Wednesday, July 6, 2016

The Forgotten Oil Change: Brake Fluid

Thanks makeameme.org
When replacing the brakes, many (let say most?) home mechanics overlook doing the same for the brake fluid.  Brake fluid works hard and needs to be replaced with fresh fluid in order to get the best stopping performance.  Over time, brake fluid absorbs water from the atmosphere and becomes less effective -- the contaminated fluid can be compressed more easily this diminishing the efficacy of the brakes.  The extra moisture in the system will also cause problems for the braking lines, causing them to rust from the inside out.  All not good!  I inspected the brake lines on my Freestyle, but if the deterioration is happening on the inside, there's not much to see from the outside until the leaking starts.

Brake fluid costs about $8 for a large bottle, so why not replace that well? I'll tell you why: bleeding brakes is a bit of a pain and messy and there's the fear that it will be done completely wrong causing massive brake failure at an unpredictable time resulting in the car careening off the road, hitting an embankment and erupting into a giant fireball.  Or maybe it's just messy?

Out with the old


2006 ford freestyle old brake fluid
Looks like it was never changed
Several specialized tools exist for extracting the used brake fluid from the master cylinder, the one shown in the picture happens to be a turkey baster from the dollar store.  Not the greatest tool, but cheap and disposable. The fluid is... groady.  New brake fluid looks as translucent as light veggie oil.  What I see here looks like over-worked oil I've drained from vats while working as a teen-ager in fast food. Ewwww.  The picture just doesn't convey the abhorrent condition of the liquid, it's both brown and green with what looks like algae floating about -- give it another three months and we might have a new life form on our hands.

In with the new

2006 ford freestyle suction brake bleeder
HF suction brake bleeder
The replacement procedure is easy.  You'll need a way to catch the old fluid, I happen to have a HF special vacuum pump operating by my small (but powerful!) compressor.  Even though the vacuum draws the fluid, I still speed the process by having somebody push the brakes while using suction.

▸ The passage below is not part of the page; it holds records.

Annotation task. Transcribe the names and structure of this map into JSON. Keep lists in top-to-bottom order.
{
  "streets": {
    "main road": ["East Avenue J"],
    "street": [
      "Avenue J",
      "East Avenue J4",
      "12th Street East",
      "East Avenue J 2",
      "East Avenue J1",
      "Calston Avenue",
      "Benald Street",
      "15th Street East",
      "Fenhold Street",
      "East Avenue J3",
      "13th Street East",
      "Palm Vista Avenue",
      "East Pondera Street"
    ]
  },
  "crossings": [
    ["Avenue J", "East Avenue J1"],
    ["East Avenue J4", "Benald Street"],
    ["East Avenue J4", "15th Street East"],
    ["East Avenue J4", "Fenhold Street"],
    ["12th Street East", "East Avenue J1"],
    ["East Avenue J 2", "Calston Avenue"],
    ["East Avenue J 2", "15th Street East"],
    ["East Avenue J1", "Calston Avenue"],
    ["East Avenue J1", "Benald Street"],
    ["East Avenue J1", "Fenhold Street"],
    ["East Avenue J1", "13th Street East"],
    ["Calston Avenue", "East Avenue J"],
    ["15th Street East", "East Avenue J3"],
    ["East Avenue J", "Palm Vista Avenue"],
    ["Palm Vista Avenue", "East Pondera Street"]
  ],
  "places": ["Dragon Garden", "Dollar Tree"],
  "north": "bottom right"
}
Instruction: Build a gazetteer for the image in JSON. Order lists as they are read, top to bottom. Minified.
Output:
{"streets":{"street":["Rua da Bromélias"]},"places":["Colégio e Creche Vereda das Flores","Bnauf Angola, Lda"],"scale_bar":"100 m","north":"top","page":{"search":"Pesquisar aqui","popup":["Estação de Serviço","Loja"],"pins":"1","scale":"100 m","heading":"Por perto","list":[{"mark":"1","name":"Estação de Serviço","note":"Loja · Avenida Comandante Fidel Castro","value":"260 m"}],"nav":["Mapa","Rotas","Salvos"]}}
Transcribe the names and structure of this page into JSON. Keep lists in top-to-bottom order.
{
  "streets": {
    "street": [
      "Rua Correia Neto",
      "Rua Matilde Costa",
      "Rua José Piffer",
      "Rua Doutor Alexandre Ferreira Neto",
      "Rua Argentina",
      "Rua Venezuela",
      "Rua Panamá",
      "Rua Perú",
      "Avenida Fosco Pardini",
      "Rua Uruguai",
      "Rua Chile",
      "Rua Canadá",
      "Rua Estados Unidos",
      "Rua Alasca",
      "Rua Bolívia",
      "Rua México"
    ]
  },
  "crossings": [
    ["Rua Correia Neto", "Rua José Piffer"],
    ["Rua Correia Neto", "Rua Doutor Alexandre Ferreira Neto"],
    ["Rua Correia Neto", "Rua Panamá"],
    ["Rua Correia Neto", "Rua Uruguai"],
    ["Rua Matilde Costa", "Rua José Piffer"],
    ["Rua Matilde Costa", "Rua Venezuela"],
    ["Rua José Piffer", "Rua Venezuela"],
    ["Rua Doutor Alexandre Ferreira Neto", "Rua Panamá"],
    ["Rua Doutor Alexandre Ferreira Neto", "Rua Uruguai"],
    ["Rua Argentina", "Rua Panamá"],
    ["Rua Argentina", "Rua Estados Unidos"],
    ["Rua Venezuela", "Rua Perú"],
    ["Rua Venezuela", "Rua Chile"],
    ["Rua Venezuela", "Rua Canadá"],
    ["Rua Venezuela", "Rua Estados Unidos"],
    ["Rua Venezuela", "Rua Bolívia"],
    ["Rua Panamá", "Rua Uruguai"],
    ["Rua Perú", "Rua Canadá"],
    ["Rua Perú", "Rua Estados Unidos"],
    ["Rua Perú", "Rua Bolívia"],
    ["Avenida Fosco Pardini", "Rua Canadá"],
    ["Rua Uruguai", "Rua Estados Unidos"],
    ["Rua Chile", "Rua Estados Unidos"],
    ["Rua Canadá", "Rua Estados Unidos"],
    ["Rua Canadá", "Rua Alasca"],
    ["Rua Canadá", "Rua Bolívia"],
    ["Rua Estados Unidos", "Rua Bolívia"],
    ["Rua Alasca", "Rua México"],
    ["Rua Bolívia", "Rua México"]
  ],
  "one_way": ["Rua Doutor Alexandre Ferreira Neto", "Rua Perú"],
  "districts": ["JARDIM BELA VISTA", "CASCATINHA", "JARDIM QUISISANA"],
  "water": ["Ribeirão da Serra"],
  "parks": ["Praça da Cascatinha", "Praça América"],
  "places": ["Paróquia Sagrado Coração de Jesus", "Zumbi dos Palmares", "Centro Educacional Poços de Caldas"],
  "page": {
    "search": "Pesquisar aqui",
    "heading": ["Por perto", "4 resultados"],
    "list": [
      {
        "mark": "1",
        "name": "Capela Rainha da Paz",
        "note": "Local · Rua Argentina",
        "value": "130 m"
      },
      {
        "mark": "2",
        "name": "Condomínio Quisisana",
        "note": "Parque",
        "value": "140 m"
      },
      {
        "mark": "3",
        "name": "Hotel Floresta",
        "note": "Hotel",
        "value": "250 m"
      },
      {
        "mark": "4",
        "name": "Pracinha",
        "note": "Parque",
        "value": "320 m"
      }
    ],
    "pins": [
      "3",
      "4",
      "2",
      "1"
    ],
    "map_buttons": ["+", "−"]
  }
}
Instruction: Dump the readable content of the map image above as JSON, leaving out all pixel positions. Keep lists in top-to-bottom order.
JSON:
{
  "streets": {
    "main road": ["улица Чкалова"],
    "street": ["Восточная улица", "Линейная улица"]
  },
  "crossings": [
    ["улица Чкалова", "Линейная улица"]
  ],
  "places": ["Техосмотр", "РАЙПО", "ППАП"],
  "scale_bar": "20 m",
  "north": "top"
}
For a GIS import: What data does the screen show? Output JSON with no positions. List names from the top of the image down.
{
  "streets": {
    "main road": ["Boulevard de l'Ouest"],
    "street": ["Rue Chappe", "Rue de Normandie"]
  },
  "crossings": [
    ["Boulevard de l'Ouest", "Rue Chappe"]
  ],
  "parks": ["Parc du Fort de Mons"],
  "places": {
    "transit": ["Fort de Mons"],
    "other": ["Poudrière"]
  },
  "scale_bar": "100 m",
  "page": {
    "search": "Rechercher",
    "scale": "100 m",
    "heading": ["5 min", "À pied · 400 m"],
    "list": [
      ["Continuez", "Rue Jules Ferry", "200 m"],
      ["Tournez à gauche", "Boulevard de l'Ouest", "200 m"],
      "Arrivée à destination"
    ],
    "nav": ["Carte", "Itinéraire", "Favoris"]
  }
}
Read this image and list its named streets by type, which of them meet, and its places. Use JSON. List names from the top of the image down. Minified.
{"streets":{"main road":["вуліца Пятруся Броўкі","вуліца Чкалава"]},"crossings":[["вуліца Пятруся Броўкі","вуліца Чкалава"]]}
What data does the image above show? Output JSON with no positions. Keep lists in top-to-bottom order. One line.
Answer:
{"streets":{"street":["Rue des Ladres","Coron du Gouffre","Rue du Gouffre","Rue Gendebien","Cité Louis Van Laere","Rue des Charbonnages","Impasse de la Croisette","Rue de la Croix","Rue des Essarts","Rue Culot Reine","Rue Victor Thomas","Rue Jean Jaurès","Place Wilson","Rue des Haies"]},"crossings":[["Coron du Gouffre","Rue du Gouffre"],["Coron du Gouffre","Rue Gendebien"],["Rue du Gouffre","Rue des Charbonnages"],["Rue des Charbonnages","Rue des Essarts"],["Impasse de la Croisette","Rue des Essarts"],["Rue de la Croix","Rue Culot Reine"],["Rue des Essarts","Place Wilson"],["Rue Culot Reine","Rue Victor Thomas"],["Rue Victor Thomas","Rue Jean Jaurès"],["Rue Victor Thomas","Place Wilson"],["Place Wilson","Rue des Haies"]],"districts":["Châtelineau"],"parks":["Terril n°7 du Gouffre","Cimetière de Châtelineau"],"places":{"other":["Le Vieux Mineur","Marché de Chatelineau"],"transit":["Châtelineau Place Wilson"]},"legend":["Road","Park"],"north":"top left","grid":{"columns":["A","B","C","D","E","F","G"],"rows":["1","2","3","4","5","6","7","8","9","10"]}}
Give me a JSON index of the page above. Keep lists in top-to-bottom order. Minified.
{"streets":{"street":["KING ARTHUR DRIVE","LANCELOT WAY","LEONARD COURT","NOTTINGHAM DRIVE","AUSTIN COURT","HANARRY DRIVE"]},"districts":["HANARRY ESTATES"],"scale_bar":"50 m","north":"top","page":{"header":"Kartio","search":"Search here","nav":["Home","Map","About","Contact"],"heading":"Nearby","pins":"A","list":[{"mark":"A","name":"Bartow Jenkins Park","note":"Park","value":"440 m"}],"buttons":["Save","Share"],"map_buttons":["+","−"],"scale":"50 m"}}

Start from wheel the furthest from the brake fluid reservoir, remove the dust jacket from the bleeder, give the bleeder a turn with a socket or wrench (11mm in my case) and some of the liquid will just start dripping out, attach the bleeder hose and have a buddy pump the brakes. When the fluid's clean, tighten the bleeder; just to make sure that I don't let air seep back in, tighten the bleeder while the vacuum is running; you can get the same effect by tightening the bleeder when your buddy is pushing in on the brake peddle.

2006 freestyle no caliper
Catching brake fluid
For this car, when the rear caliper was detached from the car when doing the brakes, I took the liberty of letting the fluid drain from the brake hose into a spare oil bottle. I still had to do the bleeding process, as the re-attached caliper contained both air and some old fluid, but since most of the old fluid drained out of the lines, the new fluid was visible in just a push or two of the brakes.

All that's left to do replace the dust cover, top-up the brake fluid and move to the next wheel in the rear.  Repeat again on the front wheel farthest from the master cylinder and then the remaining wheel.  Removing the wheels and lifting the car is the hardest part of the job.  I have the habit of lifting just one wheel at a time when I can, because that is the safest approach, keeping as many wheels in contact with the ground as possible.

Broken Bleeder


Decapitated bleeder
2006 freestyle broken bleeder
Bleeder screw that broke
Consider using some penetrating oil on the bleeders so they turn without incident.  Sometimes, the bleeders can break off, as they're essentially a hollow bolt. This happened on the front driver's caliper.  Having some other chores to do, I left well enough alone, when I get the chance, I'll pull out this bleeder and replace it, but that's another project and post.

Disposal 

Brake fluid is not motor oil, so don't secretly dump it in the used oil vat of your local reclamation center.  Please bring it to your area's hazardous waste collection center for proper disposal.  We all live here, so do the right thing.

Saturday, May 14, 2016

Side mirror

Mirror, broken, missing decorative cover
When I purchased the vehicle, the driver’s side mirror was broken.  The prior owner (PO) parked it on the street and, and on his street at least, careless drivers/vandals would break the mirrors on parked cars frequently.  Oddly, the PO had bigish driveway, so I was wondering why he just didn’t park the car there?  I also looked down the road to see many other cars parked on the street with all with intact mirrors. Maybe the mirror was broken some other way and this just seemed like the easiest explanation to a prospective buyer.  No matter how it got broken, in order to pass PA inspection, this needs to be fixed.

Hidden bolt
As far as repair jobs go, this was a breeze, no more than 15 minutes.  I used some nylon prying tools from HF to un-clip the interior, removed the wiring harness, and then I unwound the two 11mm bolts attaching the mirror to the door and then... something was keeping it attached. I pried a little and it didn’t feel like a clip.  So I got the new part and saw three studs and realized that I had one more bolt to remove in the forward section of the door and, after a little pressure to overcome a clip, the mirror was free.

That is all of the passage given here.